Sclerococcum gelidarium

Scientific classification
- Domain: Eukaryota
- Kingdom: Fungi
- Division: Ascomycota
- Class: Eurotiomycetes
- Order: Sclerococcales
- Family: Dactylosporaceae
- Genus: Sclerococcum
- Species: S. gelidarium
- Binomial name: Sclerococcum gelidarium Etayo & F.Berger 2000

= Sclerococcum gelidarium =

- Authority: Etayo & F.Berger 2000

Species of fungus

Sclerococcum gelidarium is a species of lichenicolous fungus belonging to the family Dactylosporaceae. It has only been reported from Iceland. It grows on the host lichen Placopsis gelida, from which the species derives its epithet.

==Description==

Sclerococcum gelidarium forms distinctive dark brownish-black, round, slightly convex reproductive structures (called ) that measure about 250–300 micrometres (μm) in diameter. These structures develop on the surface of the host lichen. Each sporodochium consists of a pale-coloured base made up of densely packed cells arranged in a tissue-like pattern. From this base arise densely packed, unbranched, specialized fungal filaments (conidiophores) that are arranged in a palisade-like formation. These conidiophores measure about 50 μm in length and have grey to greyish-brown cells that appear swollen at the base. Only the cells at the tips of these conidiophores can produce spores.
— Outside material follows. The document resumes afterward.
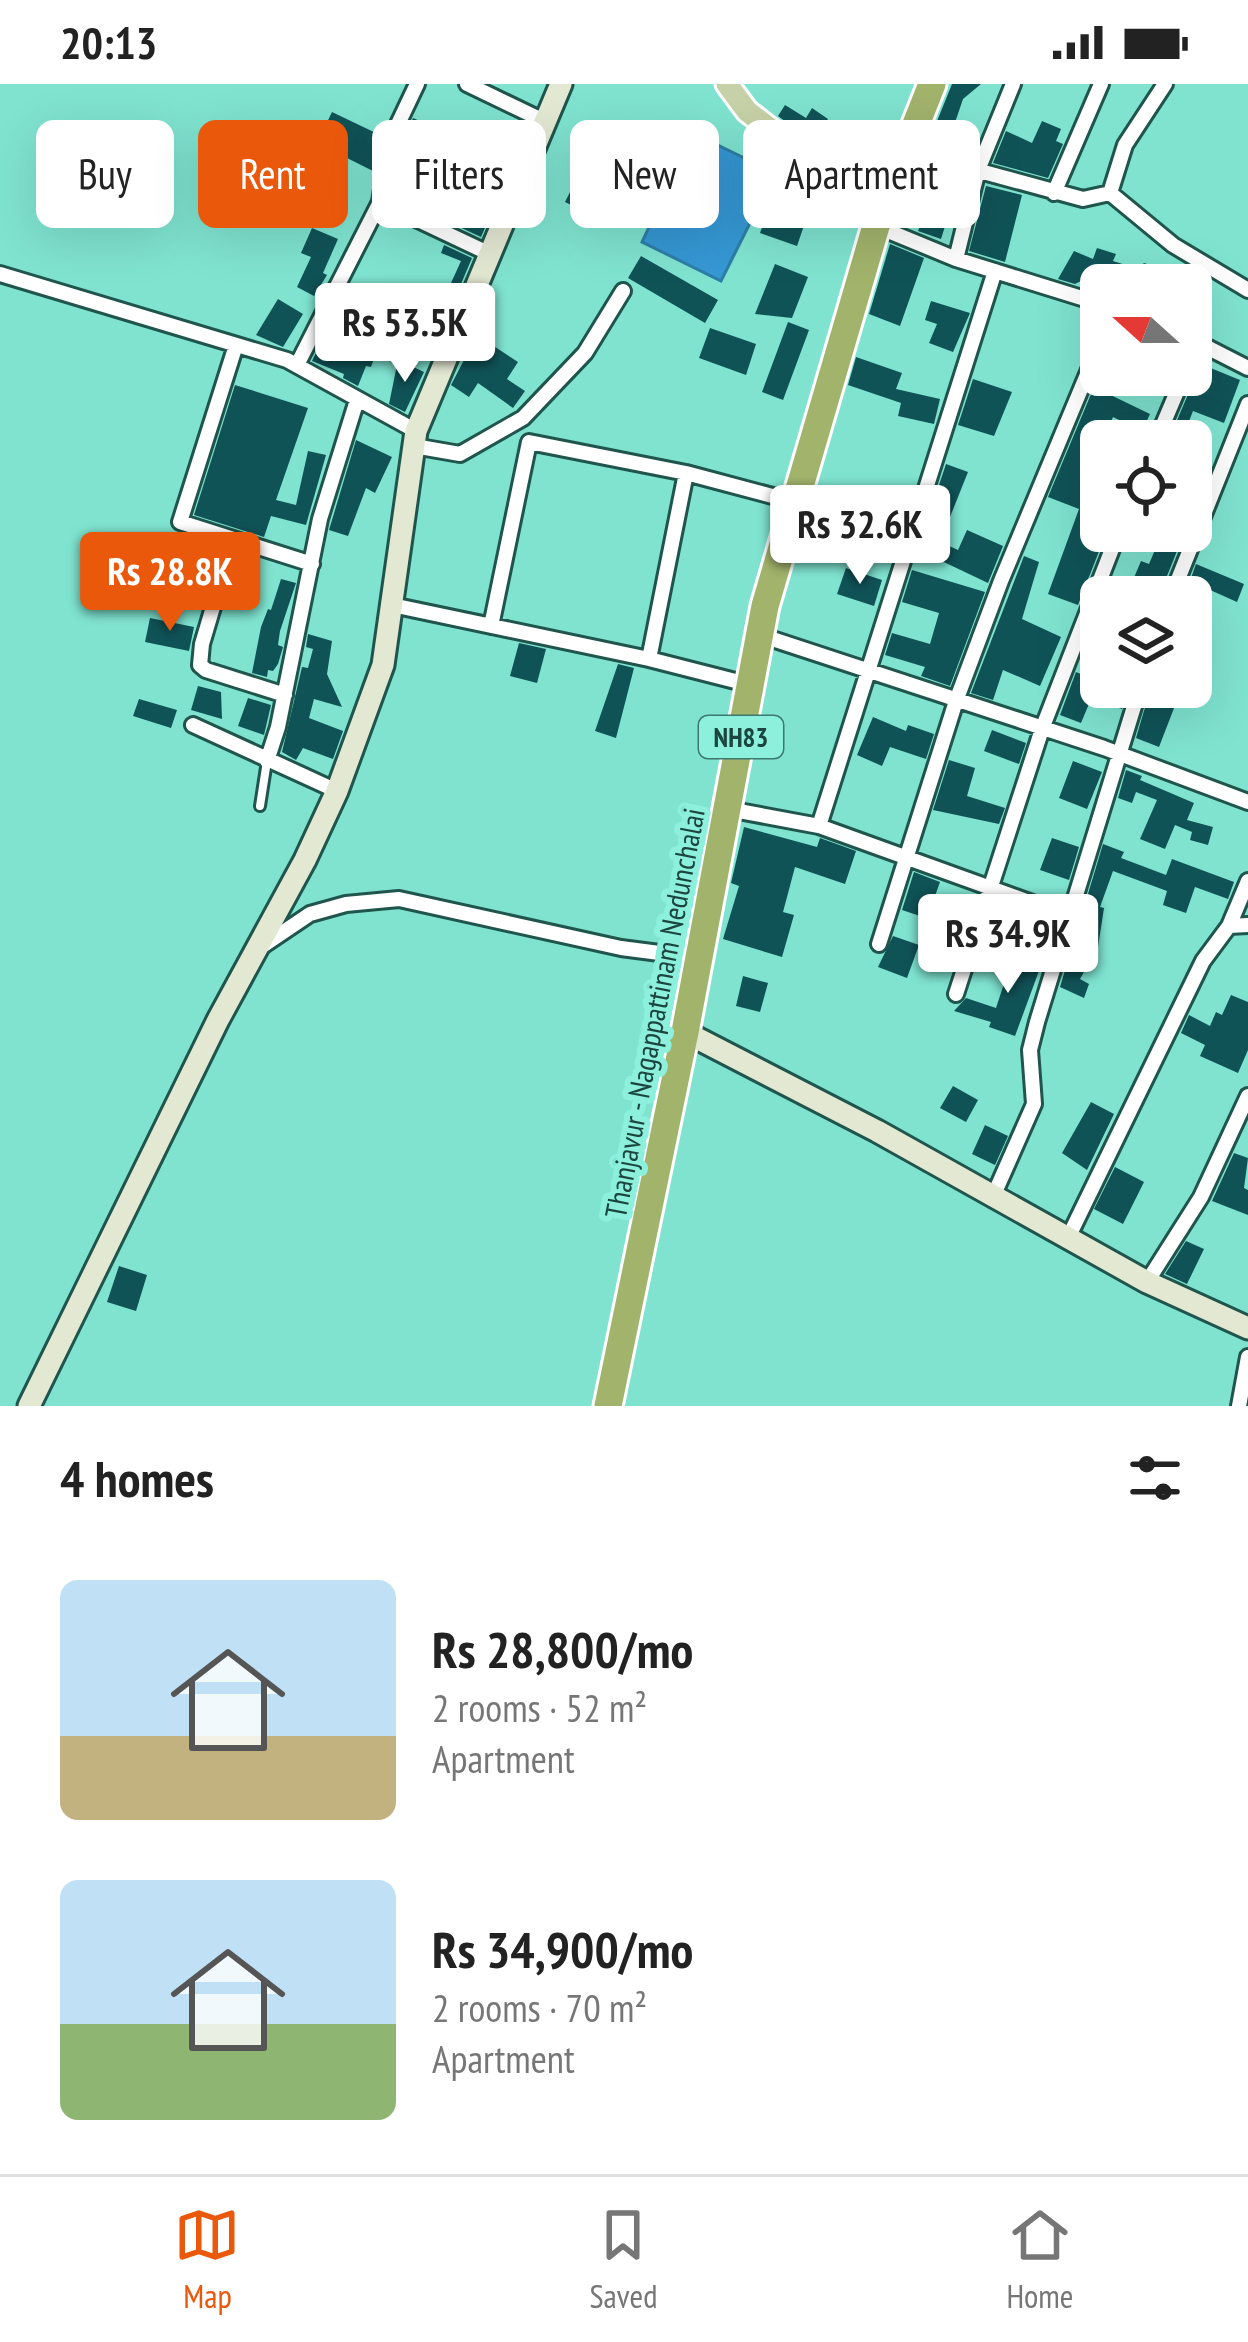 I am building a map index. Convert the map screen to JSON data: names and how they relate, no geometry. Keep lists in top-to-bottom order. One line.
{"streets":{"highway":["NH83","Thanjavur - Nagappattinam Nedunchalai"]},"north":"left","page":{"status":"20:13","chip":["Buy","Rent","Filters","New","Apartment"],"price":["Rs 53.5K","Rs 32.6K","Rs 28.8K","Rs 34.9K"],"heading":"4 homes","list":[{"name":"Rs 28,800/mo","note":"2 rooms · 52 m² · Apartment"},{"name":"Rs 34,900/mo","note":"2 rooms · 70 m² · Apartment"}],"tabs":["Map","Saved","Home"]}}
The spores (conidia) of Sclerococcum gelidarium are produced individually (a process known as monoblastic conidiogenesis) and arranged in chains. Each spore contains 2–5 cells (described as "phragmospore", which means a spore with cross-walls dividing it into several cells) and has an irregularly elliptical to irregular shape, measuring 8–12.5 by 6.5–8 μm. Young spores appear bluish-grey and are covered with small scale-like structures. As the spores mature, they become brown, thick-walled, and heavily encrusted with a dark brown gelatinous material. The fungus spreads through the body (thallus) of its host lichen via microscopic filaments (mycelium).

This species differs from the related Sclerococcum sphaerale by its bluish-grey to brown conidiophores and conidia, and by its spores that are encrusted with dark gelatinous scales.

==Habitat and distribution==

Sclerococcum gelidarium is found growing parasymbiontically on the thallus (body) and cephalodia (specialized structures containing nitrogen-fixing cyanobacteria) of the lichen species Placopsis gelida. The species has a very limited known distribution, having been documented at only two locations in Iceland as of the time of is original description.